Las grandes marcas de ropa deportiva como Nike, Fila Adidas, Reebok, Puma y ASICS, explotan a millones de trabajadores de todo el mundo, la mayoría mujeres. Las mujeres reciben salarios miserables, realizan horas extraordinarias que no cobran y trabajan en condiciones higiénicas insalubres.

Las grandes marcas de ropa deportiva como Nike, Fila Adidas, Reebok, Puma y ASICS explotan a millones de trabajadores de todo el mundo, la mayoría mujeres. Las mujeres reciben salarios miserables, realizan horas extraordinarias que no cobran y trabajan en condiciones higiénicas insalubres. La propuesta de movilización –que se presenta en más de 20 países impulsada por Sindicatos Mundiales, Campaña Ropa Limpia y Oxfam– basa sus denuncias en el informe “Juega Limpio en las Olimpiadas”, que recoge testimonios de fábricas textiles de Bulgaria, Camboya, Tailandia, China, Indonesia y Turquía.

«El modelo de negocio de las grandes marcas de moda y alimenticias internacionales, que preconizan lo más barato, más rapido y más flexible, genera una presión en el último eslabón de la cadena, que conduce a la precariedad en el empleo de la mujer», explicó el director de esta ONG internacional, Ignasi Cabrera.

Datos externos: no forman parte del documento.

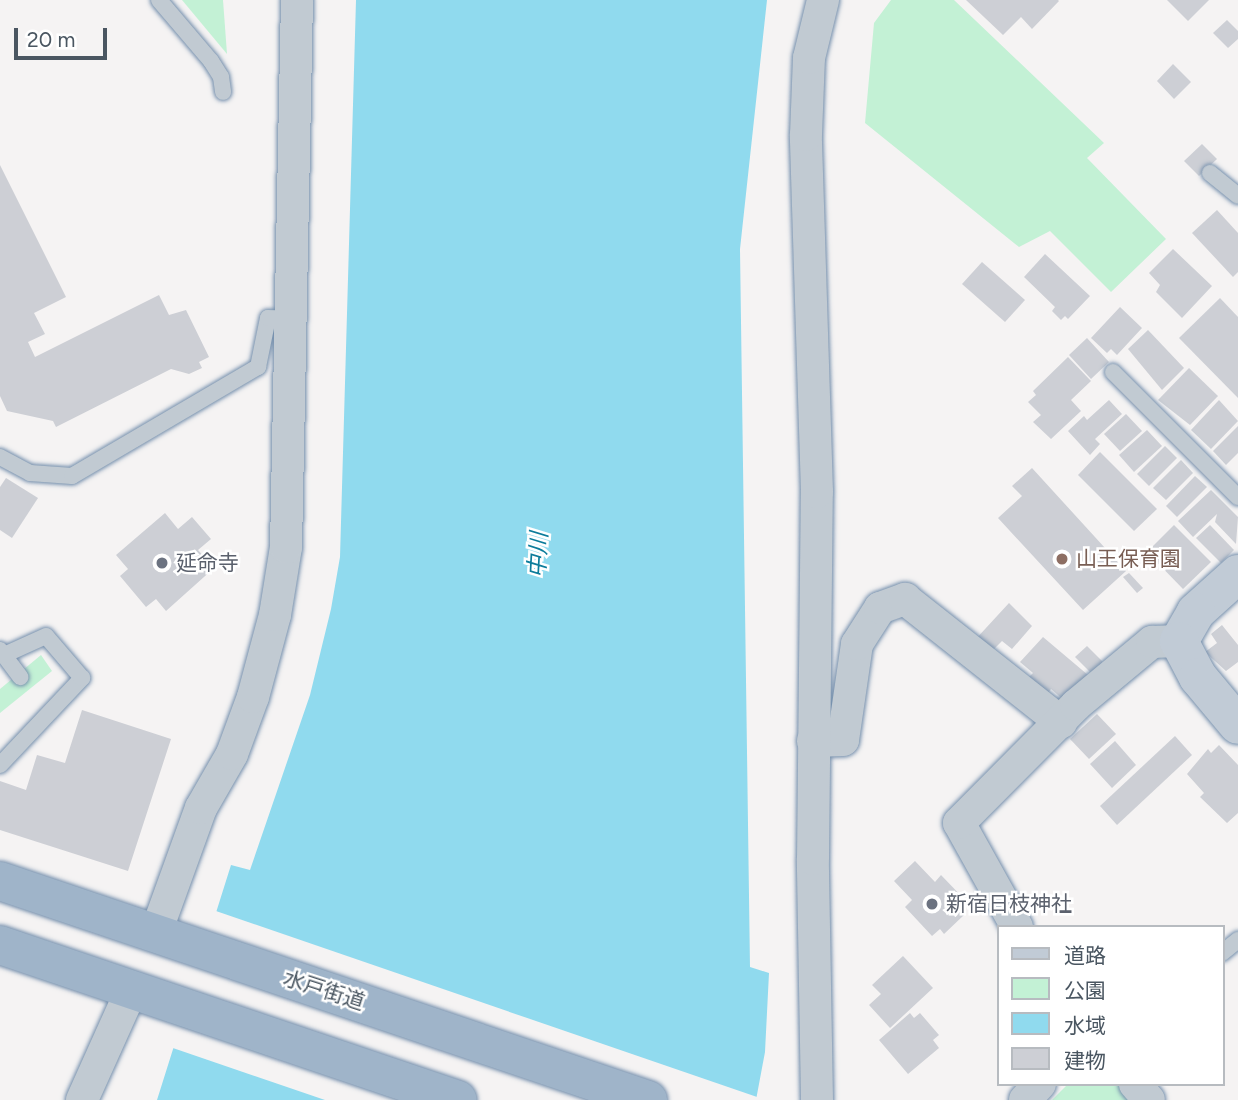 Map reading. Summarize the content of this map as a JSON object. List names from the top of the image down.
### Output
{
  "streets": {
    "highway": ["水戸街道"]
  },
  "water": ["中川"],
  "places": ["山王保育園", "延命寺", "新宿日枝神社"],
  "legend": [
    "道路",
    "公園",
    "水域",
    "建物"
  ],
  "scale_bar": "20 m"
} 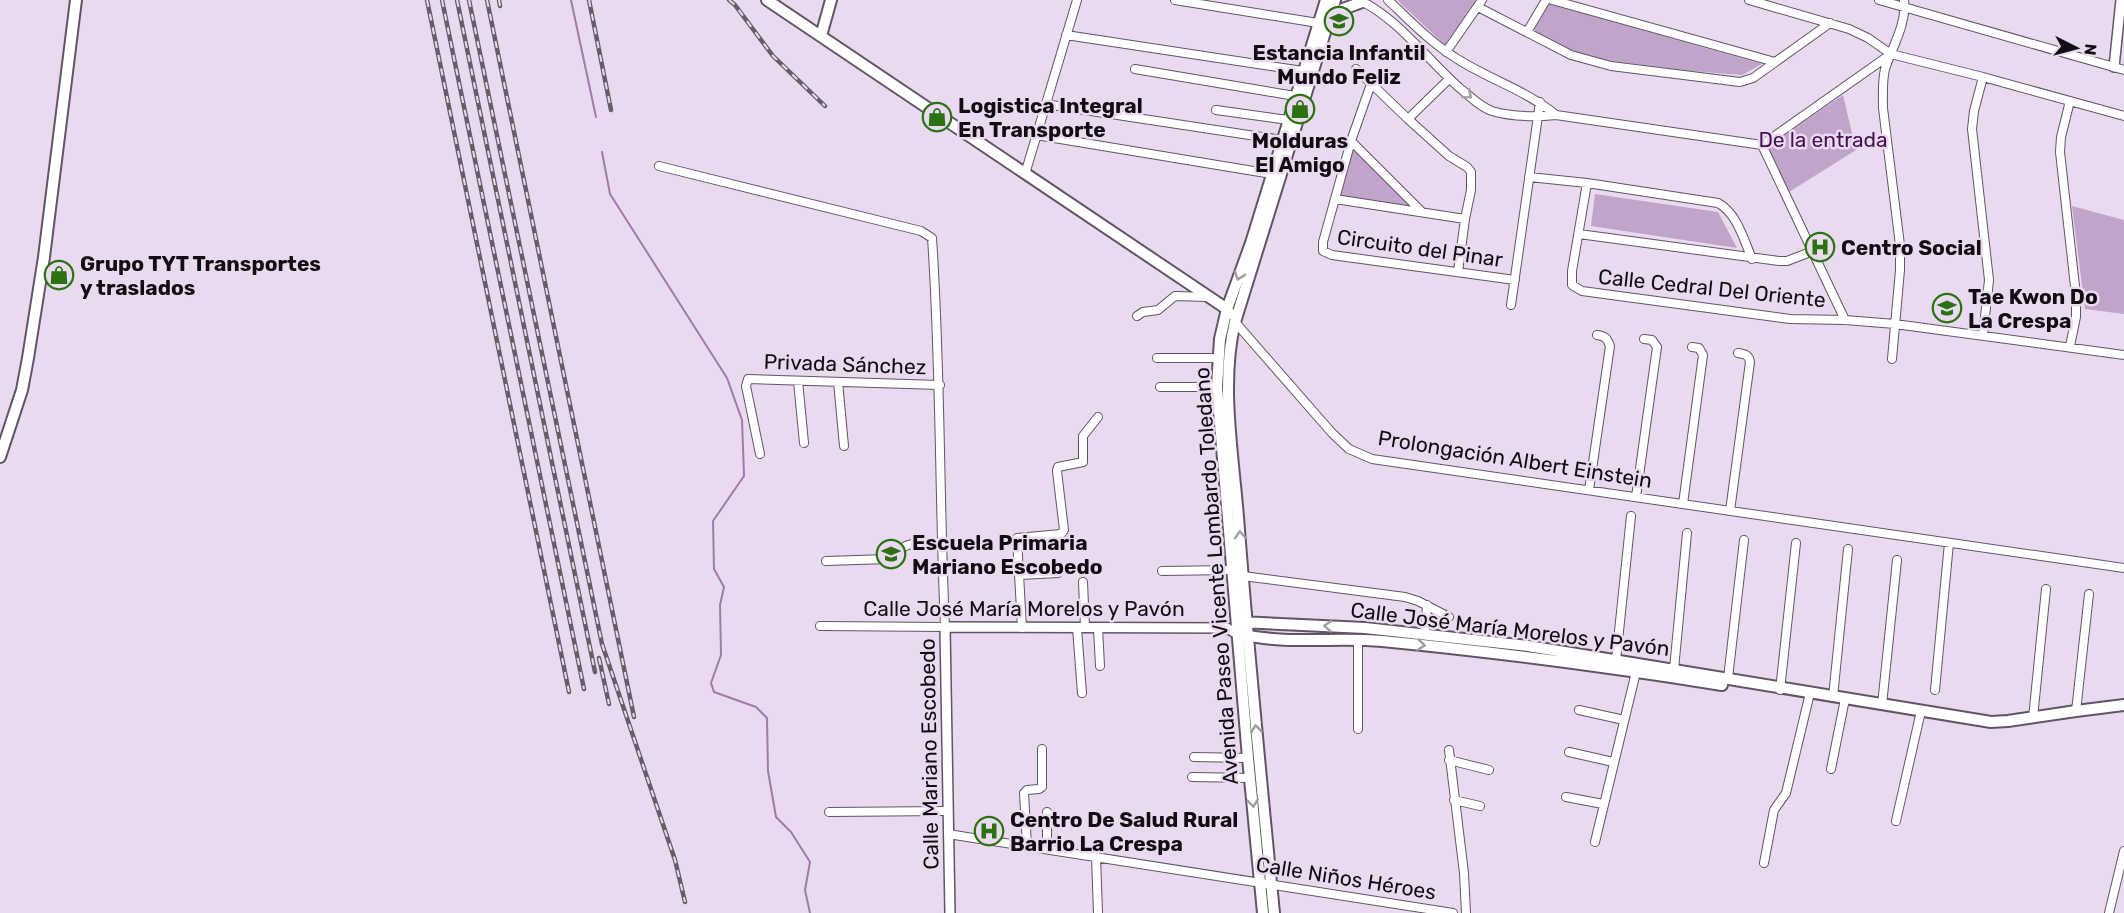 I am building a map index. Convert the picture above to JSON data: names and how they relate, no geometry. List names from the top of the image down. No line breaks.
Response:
{"streets":{"main road":["Prolongación Albert Einstein","Avenida Paseo Vicente Lombardo Toledano","Calle José María Morelos y Pavón"],"street":["Circuito del Pinar","Calle Cedral Del Oriente","Privada Sánchez","Calle Mariano Escobedo","Calle Niños Héroes"]},"crossings":[["Privada Sánchez","Calle Mariano Escobedo"],["Prolongación Albert Einstein","Avenida Paseo Vicente Lombardo Toledano"],["Avenida Paseo Vicente Lombardo Toledano","Calle José María Morelos y Pavón"],["Avenida Paseo Vicente Lombardo Toledano","Calle Niños Héroes"],["Calle José María Morelos y Pavón","Calle Mariano Escobedo"],["Calle Mariano Escobedo","Calle Niños Héroes"]],"parks":["De la entrada"],"places":{"school or university":["Estancia Infantil Mundo Feliz","Tae Kwon Do La Crespa","Escuela Primaria Mariano Escobedo"],"shop":["Molduras El Amigo","Logistica Integral En Transporte","Grupo TYT Transportes y traslados"],"hospital":["Centro Social","Centro De Salud Rural Barrio La Crespa"]},"north":"right"} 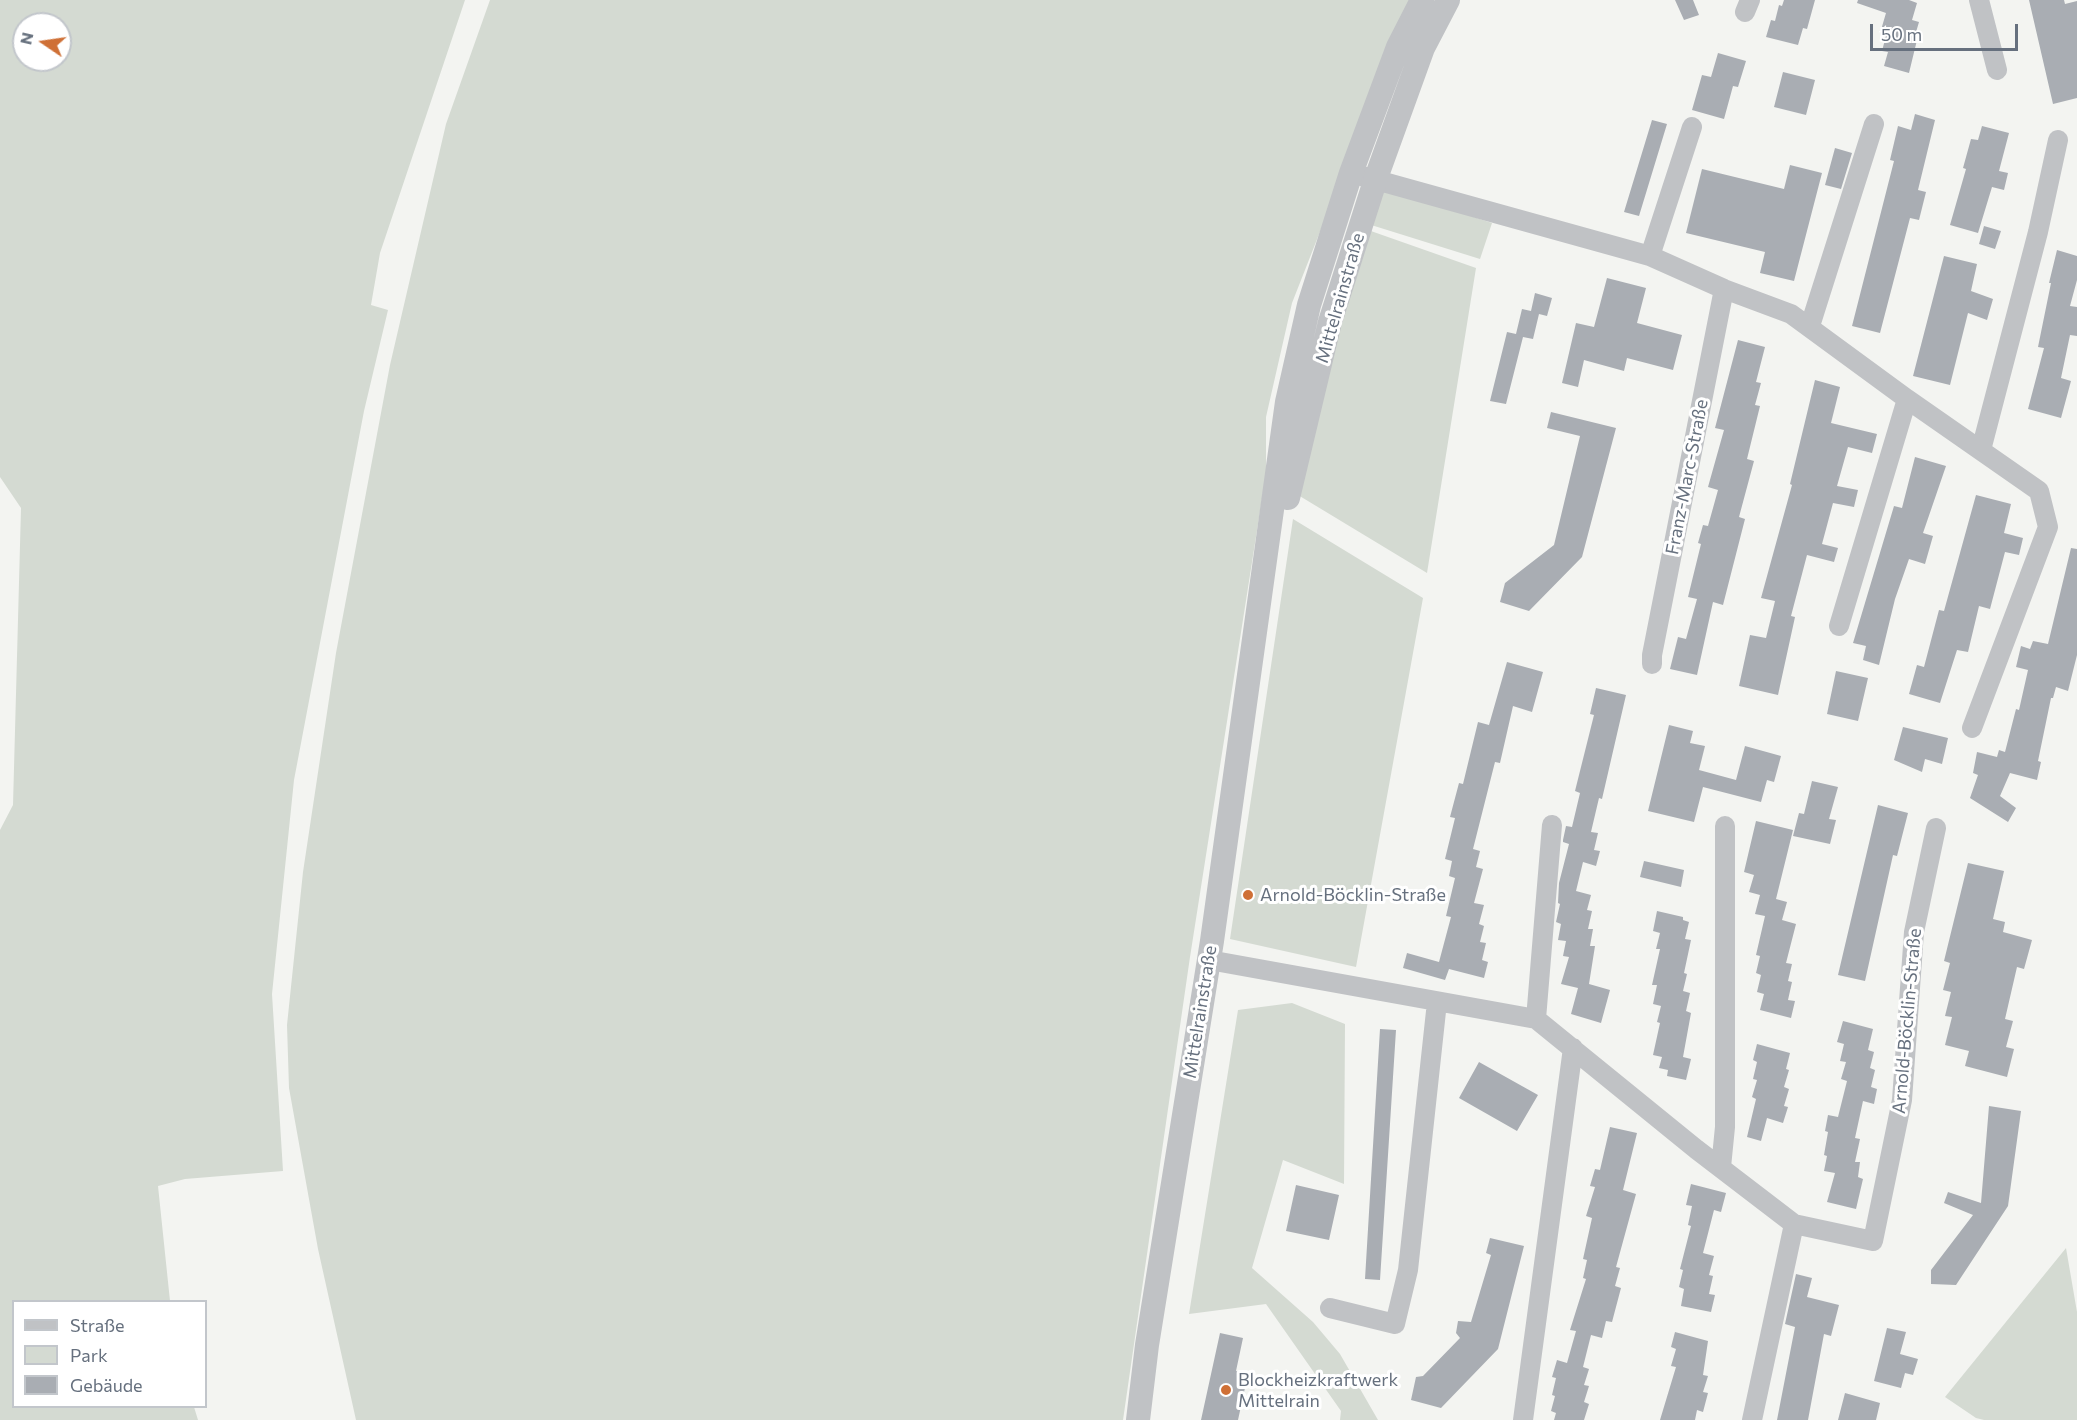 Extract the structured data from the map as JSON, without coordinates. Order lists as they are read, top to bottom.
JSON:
{
  "streets": {
    "street": ["Mittelrainstraße", "Franz-Marc-Straße", "Arnold-Böcklin-Straße"]
  },
  "crossings": [
    ["Mittelrainstraße", "Arnold-Böcklin-Straße"]
  ],
  "places": ["Arnold-Böcklin-Straße", "Blockheizkraftwerk Mittelrain"],
  "legend": ["Straße", "Park", "Gebäude"],
  "scale_bar": "50 m",
  "north": "left"
}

El informe también aporta numerosos ejemplos sobre cómo la mayoría de fábricas y talleres investigados prohiben, bajo amenazas, la existencia de sindicatos. Todos los datos se han recogido en fábricas proveedoras para marcas como Nike, Adidas, Reebok, Fila, Puma, ASICS, Umbro, Kappa, Mizuno, Lotto y New Balance.

La campaña “Juega Limpio en las Olimpiadas” denuncia que las políticas de compra de las marcas de ropa deportiva, que exigen a los proveedores entregas cada vez más rápidas, flexibles y baratas, repercuten en el eslabón más vulnerable de las cadenas productivas.

Acoso sexual

La presión se traslada a los trabajadores, que sufren inseguridad laboral, no reciben sueldos dignos y trabajan en condiciones deplorables hasta 16 horas al día.

En junio pasado “trabajábamos desde las 7.00 hasta las 4.00 horas del día siguiente para resolver un pedido. Entonces nos dejaban ir a casa pero teníamos que volver a las 11.00 horas y trabajar hasta las 22.00 horas”, denuncia una trabajadora indonesia. Otra compañera afirma que “los jefes acosan a las chicas guapas”, que son amenazadas con el despido “si no acceden a tener relaciones sexuales”.

El negocio de la ropa y el calzado deportivos, que en el año 2002 movió 58.000 millones de dólares, invierte grandes cantidades en publicidad y marketing.